• [EXTRACTED ENTRIES]
● ● ● ● ● ● ●

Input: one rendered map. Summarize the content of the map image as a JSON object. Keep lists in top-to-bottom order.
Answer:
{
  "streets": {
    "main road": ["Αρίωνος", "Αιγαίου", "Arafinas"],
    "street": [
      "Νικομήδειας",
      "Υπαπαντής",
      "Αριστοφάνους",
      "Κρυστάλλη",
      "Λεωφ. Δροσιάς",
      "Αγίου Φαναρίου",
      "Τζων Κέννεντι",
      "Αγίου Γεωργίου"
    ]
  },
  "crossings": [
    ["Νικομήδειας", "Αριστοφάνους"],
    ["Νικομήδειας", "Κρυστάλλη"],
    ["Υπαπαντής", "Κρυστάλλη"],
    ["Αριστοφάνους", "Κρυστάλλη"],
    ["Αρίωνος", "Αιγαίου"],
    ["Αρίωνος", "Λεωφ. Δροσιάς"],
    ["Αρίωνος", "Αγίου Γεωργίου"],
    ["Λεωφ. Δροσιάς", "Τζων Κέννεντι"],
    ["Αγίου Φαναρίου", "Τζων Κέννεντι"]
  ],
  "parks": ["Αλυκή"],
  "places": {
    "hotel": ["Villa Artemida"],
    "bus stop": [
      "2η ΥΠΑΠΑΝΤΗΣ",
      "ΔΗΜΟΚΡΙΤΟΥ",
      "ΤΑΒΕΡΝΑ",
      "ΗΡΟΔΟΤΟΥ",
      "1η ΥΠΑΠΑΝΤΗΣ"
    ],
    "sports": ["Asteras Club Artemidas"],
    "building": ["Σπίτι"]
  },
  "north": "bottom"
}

● ● ● ● ● ● ●

• [EXERCISE AIM] The full listing above is to be transcribed exactly.

• [FINISHED EXERCISE]
Input: one rendered map. Summarize the content of the map image as a JSON object. Keep lists in top-to-bottom order.
Answer:
{
  "streets": {
    "main road": ["Αρίωνος", "Αιγαίου", "Arafinas"],
    "street": [
      "Νικομήδειας",
      "Υπαπαντής",
      "Αριστοφάνους",
      "Κρυστάλλη",
      "Λεωφ. Δροσιάς",
      "Αγίου Φαναρίου",
      "Τζων Κέννεντι",
      "Αγίου Γεωργίου"
    ]
  },
  "crossings": [
    ["Νικομήδειας", "Αριστοφάνους"],
    ["Νικομήδειας", "Κρυστάλλη"],
    ["Υπαπαντής", "Κρυστάλλη"],
    ["Αριστοφάνους", "Κρυστάλλη"],
    ["Αρίωνος", "Αιγαίου"],
    ["Αρίωνος", "Λεωφ. Δροσιάς"],
    ["Αρίωνος", "Αγίου Γεωργίου"],
    ["Λεωφ. Δροσιάς", "Τζων Κέννεντι"],
    ["Αγίου Φαναρίου", "Τζων Κέννεντι"]
  ],
  "parks": ["Αλυκή"],
  "places": {
    "hotel": ["Villa Artemida"],
    "bus stop": [
      "2η ΥΠΑΠΑΝΤΗΣ",
      "ΔΗΜΟΚΡΙΤΟΥ",
      "ΤΑΒΕΡΝΑ",
      "ΗΡΟΔΟΤΟΥ",
      "1η ΥΠΑΠΑΝΤΗΣ"
    ],
    "sports": ["Asteras Club Artemidas"],
    "building": ["Σπίτι"]
  },
  "north": "bottom"
}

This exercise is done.